Спасло его то, что мох на земле был короткий и мокрый; Мастер буквально выскользнул из-под дерева, и лишь сбитой хвоей осыпало. И немедля он ринулся в лес, где чуть не столкнулся с охранниками, закричал, мол, помогите, но его сбили с ног, стали катать пинками по земле и забили бы, но все происходило на болоте — лишь втоптали в торфяную кашу и бросили. А через час вытащили, чтобы сволочь в общую яму, но, обнаружив, что он живой, сволокли в штрафной барак.
Здесь он понял, что это смерть. Мерзкая, глупая и обидная, потому что до свободы рукой подать. Понял и увидел непоправимую судьбу свою и оставшуюся жизнь, короткую и сухую, как винтовочный выстрел.
И все-таки не ведал рока: среди ночи в барак в сопровождении охранника вошел вольный каменщик с лентой на шее.
— Встань, брат, и иди за мной, — сказал просто, как Христос, собирающий учеников.
Мастер встал и пошел.
* * *
Все основные распоряжения Желтякову были сделаны давно, еще полгода назад, когда академик отошел от третьего по счету инсульта. Его преемник все это время руководил ложей, исполняя обязанности Генерального секретаря, и оставалась последняя, завершающая и очень важная деталь: передача документов, уполномочивающих определенных членов ложи на право совершать операции со счетами в банках, а самого профессора — на право подписи.

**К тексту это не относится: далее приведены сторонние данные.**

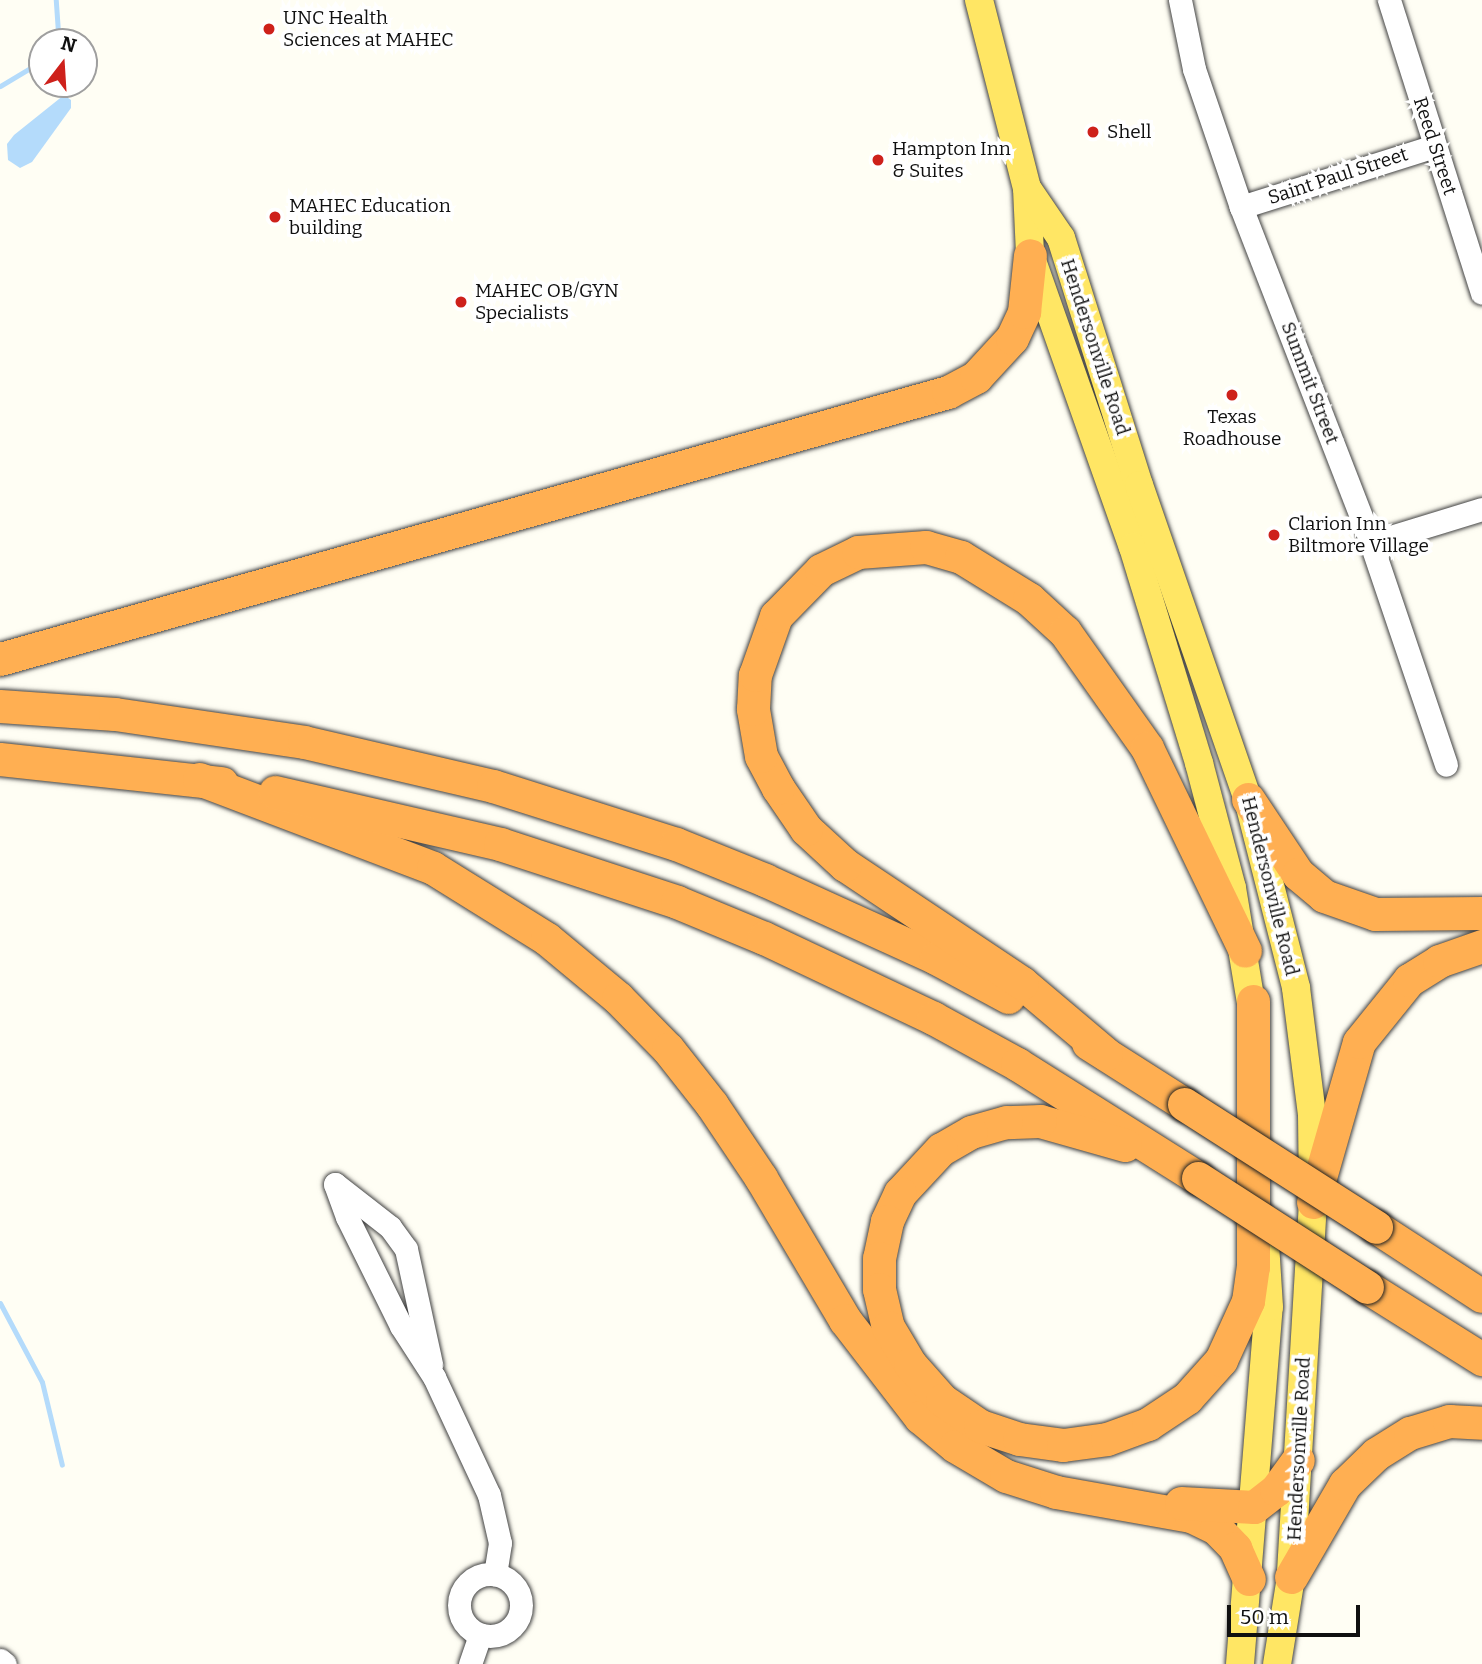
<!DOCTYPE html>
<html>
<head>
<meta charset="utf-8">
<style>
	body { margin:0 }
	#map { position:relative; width:1482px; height:1664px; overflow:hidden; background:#fffef4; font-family:Bitter,serif }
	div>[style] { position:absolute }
	.water>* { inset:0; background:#b4dbfb }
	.stream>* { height:5px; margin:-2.5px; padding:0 2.5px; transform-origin:2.5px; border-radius:2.5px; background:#b4dbfb }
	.roads { filter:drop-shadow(0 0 2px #434343) drop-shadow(0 0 2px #434343) }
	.minor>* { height:23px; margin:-11.5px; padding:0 11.5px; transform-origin:11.5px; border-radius:11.5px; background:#fff }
	.minor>.ring { margin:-11.5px; padding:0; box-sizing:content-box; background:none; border:23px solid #fff; border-radius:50% }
	.major>* { height:28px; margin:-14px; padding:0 14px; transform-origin:14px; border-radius:14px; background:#ffe664 }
	.highway>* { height:33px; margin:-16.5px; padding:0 16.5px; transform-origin:16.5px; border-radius:16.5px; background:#ffaf52 }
	.bridges { filter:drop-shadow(0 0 2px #212121) drop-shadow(0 0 2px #212121) }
	.highway-bridge>* { height:33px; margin:-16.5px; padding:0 16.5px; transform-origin:16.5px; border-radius:16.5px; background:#ffaf52 }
	.dots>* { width:19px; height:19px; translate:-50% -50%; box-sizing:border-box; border:4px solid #fff; border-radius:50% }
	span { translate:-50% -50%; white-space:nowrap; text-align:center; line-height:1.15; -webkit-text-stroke:7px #fff; paint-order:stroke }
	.poi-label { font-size:19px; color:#101010 }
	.left { translate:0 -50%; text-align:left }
	.street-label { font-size:19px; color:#101010 }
	.north { position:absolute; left:28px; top:28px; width:70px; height:70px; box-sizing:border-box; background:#fff; border:2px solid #9f9f9f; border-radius:50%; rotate:17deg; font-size:19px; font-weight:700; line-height:28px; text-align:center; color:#101010 }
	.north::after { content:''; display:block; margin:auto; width:24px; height:32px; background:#ce211b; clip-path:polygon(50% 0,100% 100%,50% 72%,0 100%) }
	.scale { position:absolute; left:1227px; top:1605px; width:133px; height:32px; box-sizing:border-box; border:4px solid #101010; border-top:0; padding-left:9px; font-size:21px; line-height:24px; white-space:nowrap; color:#101010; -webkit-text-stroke:5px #fff; paint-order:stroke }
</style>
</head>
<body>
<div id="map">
	<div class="water">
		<i style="clip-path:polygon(64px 95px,71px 100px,71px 108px,32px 162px,20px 168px,8px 160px,7px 144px,14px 135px)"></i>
	</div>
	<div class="stream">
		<i style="left:53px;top:42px;width:11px;rotate:-63deg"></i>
		<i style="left:58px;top:32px;width:32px;rotate:-94deg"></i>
		<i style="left:0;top:86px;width:49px;rotate:-30.8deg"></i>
		<i style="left:0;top:1303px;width:89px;rotate:62deg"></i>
		<i style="left:42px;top:1382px;width:85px;rotate:76.5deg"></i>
	</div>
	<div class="roads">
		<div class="minor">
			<i style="left:1180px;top:0;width:70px;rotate:78.5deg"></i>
			<i style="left:1194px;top:69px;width:146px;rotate:71.2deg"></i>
			<i style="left:1241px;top:207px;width:360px;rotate:68.8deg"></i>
			<i style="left:1371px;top:543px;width:234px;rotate:71.3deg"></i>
			<i style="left:1389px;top:0;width:307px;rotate:72.4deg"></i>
			<i style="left:1241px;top:207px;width:203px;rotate:-17.5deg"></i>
			<i style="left:1371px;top:543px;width:116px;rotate:-17deg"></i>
			<i style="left:335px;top:1184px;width:35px;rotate:70deg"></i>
			<i style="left:347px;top:1217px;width:122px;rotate:63.6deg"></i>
			<i style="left:401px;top:1326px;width:61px;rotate:57.1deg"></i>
			<i style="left:434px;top:1377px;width:130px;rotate:65deg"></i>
			<i style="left:489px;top:1495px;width:49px;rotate:77.1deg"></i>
			<i style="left:500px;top:1543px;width:32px;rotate:99deg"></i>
			<i style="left:335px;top:1184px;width:70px;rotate:38deg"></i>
			<i style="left:390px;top:1227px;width:27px;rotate:54deg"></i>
			<i style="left:406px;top:1249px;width:118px;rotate:77.7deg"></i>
			<i class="ring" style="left:459px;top:1574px;width:39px;height:39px"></i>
			<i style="left:0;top:1660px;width:6px;rotate:39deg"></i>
			<i style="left:470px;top:1664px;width:31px;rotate:-71deg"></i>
		</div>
		<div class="major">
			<i style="left:979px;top:0;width:194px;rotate:75.7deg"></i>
			<i style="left:1027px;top:188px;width:67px;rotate:87.4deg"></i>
			<i style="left:1030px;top:255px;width:310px;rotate:70.6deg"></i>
			<i style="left:1133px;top:547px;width:226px;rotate:73deg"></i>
			<i style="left:1199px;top:763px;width:129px;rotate:75.2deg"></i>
			<i style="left:1232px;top:888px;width:135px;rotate:80.6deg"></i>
			<i style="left:1027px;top:188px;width:60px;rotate:55.8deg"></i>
			<i style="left:1061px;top:238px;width:259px;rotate:72.5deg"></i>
			<i style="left:1139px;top:485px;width:332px;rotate:70.9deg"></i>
			<i style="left:1248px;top:799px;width:195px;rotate:75.7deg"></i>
			<i style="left:1296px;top:988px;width:128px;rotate:82.8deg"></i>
			<i style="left:1312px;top:1115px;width:87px;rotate:89.3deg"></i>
			<i style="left:1313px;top:1202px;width:376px;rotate:93.4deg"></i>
			<i style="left:1291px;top:1577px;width:88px;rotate:99.1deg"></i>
			<i style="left:1240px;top:1664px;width:358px;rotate:-85.4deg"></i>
			<i style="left:1269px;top:1307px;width:63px;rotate:-93.6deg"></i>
		</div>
		<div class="highway">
			<i style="left:0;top:659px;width:985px;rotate:-15.73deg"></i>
			<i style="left:948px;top:392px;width:32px;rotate:-28deg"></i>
			<i style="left:976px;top:377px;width:53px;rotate:-47.3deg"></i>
			<i style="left:1012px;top:338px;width:29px;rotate:-65deg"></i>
			<i style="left:1024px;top:312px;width:57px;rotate:-84deg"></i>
			<i style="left:0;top:706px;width:115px;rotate:4deg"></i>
			<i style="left:115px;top:714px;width:191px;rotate:8.4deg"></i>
			<i style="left:304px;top:742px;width:194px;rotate:13.1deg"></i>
			<i style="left:493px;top:786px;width:192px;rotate:17.6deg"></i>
			<i style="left:676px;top:844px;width:96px;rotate:22deg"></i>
			<i style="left:765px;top:880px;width:188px;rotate:24.5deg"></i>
			<i style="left:936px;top:958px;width:82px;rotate:28.4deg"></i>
			<i style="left:0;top:759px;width:223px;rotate:6.2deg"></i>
			<i style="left:199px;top:779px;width:250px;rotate:20.8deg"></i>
			<i style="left:433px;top:868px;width:134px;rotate:31.9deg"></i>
			<i style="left:547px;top:939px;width:92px;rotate:39.7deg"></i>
			<i style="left:618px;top:998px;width:71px;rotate:45.6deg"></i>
			<i style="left:668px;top:1049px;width:71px;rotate:51.8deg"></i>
			<i style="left:712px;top:1105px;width:88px;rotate:56.1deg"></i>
			<i style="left:761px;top:1178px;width:165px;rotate:59.4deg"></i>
			<i style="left:845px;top:1320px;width:123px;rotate:52.3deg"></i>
			<i style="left:920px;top:1417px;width:45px;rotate:39.6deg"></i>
			<i style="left:955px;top:1446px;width:59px;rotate:30.5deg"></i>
			<i style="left:1006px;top:1476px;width:52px;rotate:17.7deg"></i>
			<i style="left:1056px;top:1492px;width:137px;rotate:10.1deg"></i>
			<i style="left:1191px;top:1516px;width:28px;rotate:26deg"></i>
			<i style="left:1216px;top:1528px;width:28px;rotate:46deg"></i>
			<i style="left:1235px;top:1548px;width:34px;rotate:66deg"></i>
			<i style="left:275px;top:792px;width:231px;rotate:13deg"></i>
			<i style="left:500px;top:844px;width:186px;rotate:18.1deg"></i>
			<i style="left:677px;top:902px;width:94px;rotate:22.5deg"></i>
			<i style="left:764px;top:938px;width:187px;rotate:25.3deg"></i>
			<i style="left:933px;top:1018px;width:96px;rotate:28.7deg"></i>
			<i style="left:1017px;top:1064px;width:214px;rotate:32.2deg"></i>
			<i style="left:1248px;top:799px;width:90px;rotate:56.3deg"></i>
			<i style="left:1298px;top:874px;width:34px;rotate:40deg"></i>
			<i style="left:1324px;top:896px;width:54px;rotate:19.4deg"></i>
			<i style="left:1375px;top:914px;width:107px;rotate:-0.5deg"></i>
			<i style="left:1088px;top:1043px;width:114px;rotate:32.4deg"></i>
			<i style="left:1106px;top:1054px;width:110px;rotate:-139.8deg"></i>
			<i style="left:1022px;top:983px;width:213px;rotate:-146.3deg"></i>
			<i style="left:845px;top:865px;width:53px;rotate:-137.3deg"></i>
			<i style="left:806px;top:829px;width:50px;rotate:-124.3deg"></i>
			<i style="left:778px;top:788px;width:36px;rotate:-118deg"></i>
			<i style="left:761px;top:756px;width:48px;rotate:-99.7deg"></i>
			<i style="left:753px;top:709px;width:34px;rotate:-87deg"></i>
			<i style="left:755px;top:675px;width:63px;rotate:-70.4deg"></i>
			<i style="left:776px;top:616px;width:64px;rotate:-45.6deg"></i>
			<i style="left:821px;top:570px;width:41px;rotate:-25.9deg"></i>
			<i style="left:858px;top:552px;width:68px;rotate:-4.2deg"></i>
			<i style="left:926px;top:547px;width:36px;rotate:16deg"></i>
			<i style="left:961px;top:557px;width:80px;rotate:31.7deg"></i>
			<i style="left:1029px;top:599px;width:49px;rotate:42.5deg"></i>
			<i style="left:1065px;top:632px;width:142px;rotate:54.7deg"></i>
			<i style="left:1147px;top:748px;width:225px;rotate:64.2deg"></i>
			<i style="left:1125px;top:1145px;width:88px;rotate:-164.2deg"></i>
			<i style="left:1040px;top:1121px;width:34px;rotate:178deg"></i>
			<i style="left:1006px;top:1122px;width:36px;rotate:164deg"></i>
			<i style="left:971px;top:1132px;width:34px;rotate:150deg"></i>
			<i style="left:941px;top:1149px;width:60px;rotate:133deg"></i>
			<i style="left:900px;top:1193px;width:31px;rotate:115deg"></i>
			<i style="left:887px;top:1221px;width:38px;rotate:102deg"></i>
			<i style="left:879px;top:1258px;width:31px;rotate:90deg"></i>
			<i style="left:879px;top:1289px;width:39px;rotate:77deg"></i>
			<i style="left:888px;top:1327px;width:43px;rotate:59.3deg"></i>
			<i style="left:910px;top:1364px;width:48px;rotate:48.4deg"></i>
			<i style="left:942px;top:1400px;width:46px;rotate:34.4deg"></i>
			<i style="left:980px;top:1426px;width:41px;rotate:18.4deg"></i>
			<i style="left:1019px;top:1439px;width:44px;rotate:7.8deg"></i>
			<i style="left:1063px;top:1445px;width:44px;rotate:-7.8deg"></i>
			<i style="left:1107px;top:1439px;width:44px;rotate:-20.1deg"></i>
			<i style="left:1148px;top:1424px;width:47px;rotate:-33.7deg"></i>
			<i style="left:1187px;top:1398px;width:51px;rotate:-48.2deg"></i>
			<i style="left:1221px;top:1360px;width:65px;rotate:-65.4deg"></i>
			<i style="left:1248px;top:1301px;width:34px;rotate:-82deg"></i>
			<i style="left:1253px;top:1267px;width:266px;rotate:-90deg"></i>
			<i style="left:1313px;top:1202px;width:166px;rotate:-74deg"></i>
			<i style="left:1359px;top:1042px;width:80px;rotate:-51.1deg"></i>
			<i style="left:1409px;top:980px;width:36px;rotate:-32deg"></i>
			<i style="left:1439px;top:961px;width:46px;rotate:-19.2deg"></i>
			<i style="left:1376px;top:1227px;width:126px;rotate:33.1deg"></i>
			<i style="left:1367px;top:1287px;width:136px;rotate:32.1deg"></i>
			<i style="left:1181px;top:1503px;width:73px;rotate:3.1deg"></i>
			<i style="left:1254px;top:1507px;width:28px;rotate:-38deg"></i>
			<i style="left:1276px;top:1490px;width:37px;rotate:-54deg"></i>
			<i style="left:1291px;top:1577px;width:108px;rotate:-59.9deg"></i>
			<i style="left:1345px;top:1484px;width:43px;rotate:-44.1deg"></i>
			<i style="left:1376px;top:1454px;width:40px;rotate:-32deg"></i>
			<i style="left:1410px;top:1433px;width:41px;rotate:-17.1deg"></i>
			<i style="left:1449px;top:1421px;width:33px;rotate:3deg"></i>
		</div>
	</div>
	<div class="bridges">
		<div class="highway-bridge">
			<i style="left:1184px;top:1104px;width:228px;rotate:32.6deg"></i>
			<i style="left:1198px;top:1178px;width:201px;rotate:32.8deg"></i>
		</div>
	</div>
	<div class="dots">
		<i style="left:269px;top:29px;background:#ce211b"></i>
		<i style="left:1093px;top:132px;background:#ce211b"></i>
		<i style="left:878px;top:160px;background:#ce211b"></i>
		<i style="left:275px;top:217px;background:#ce211b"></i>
		<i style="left:461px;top:302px;background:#ce211b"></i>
		<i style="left:1232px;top:395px;background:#ce211b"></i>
		<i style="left:1274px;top:535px;background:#ce211b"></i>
	</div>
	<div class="poi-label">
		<span class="left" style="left:283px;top:29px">UNC Health<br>Sciences at MAHEC</span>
		<span class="left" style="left:1107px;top:132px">Shell</span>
		<span class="left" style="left:892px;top:160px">Hampton Inn<br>&amp; Suites</span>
		<span class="left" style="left:289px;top:217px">MAHEC Education<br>building</span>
		<span class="left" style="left:475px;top:302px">MAHEC OB/GYN<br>Specialists</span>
		<span style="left:1232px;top:428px">Texas<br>Roadhouse</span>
		<span class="left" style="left:1288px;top:535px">Clarion Inn<br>Biltmore Village</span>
	</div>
	<div class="street-label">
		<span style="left:1435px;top:146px;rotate:72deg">Reed Street</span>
		<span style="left:1338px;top:176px;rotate:-18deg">Saint Paul Street</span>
		<span style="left:1095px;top:347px;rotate:72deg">Hendersonville Road</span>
		<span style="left:1310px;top:383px;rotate:69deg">Summit Street</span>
		<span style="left:1270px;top:886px;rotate:76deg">Hendersonville Road</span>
		<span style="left:1299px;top:1449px;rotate:-87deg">Hendersonville Road</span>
	</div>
	<div class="north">N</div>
	<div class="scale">50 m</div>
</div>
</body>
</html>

И еще, можно сказать, торжественное вручение ему символа братства розенкрейцеров — тяжелого нагрудного знака в виде золотого креста с крупными, рдеющими красным сапфирами, обрамленного лепестками роз из рубина и цепью из звеньев в форме пентаграмм. Эту драгоценную реликвию Мастер получил в пятьдесят седьмом году вместе со степенью гроссмейстера из рук своего предшественника и учителя. По легенде, передаваемой братством, она принадлежала самому графу Сен-Жермену и была привезена лично им еще в середине восемнадцатого века в качестве знака согласия и разрешения Великого Востока Франции основать ложу в Петербурге. (В то время никакая самодеятельность не допускалась.) Так или иначе, но символ розенкрейцеров действительно представлял большую художественную и ювелирную ценность, стоил огромных денег и, давно утратив ритуальное назначение, рассматривался вольными каменщиками скорее не как святыня, а как золотой запас на черный день — вместе с другими драгоценностями и тайными счетами во внутренних и зарубежных банках.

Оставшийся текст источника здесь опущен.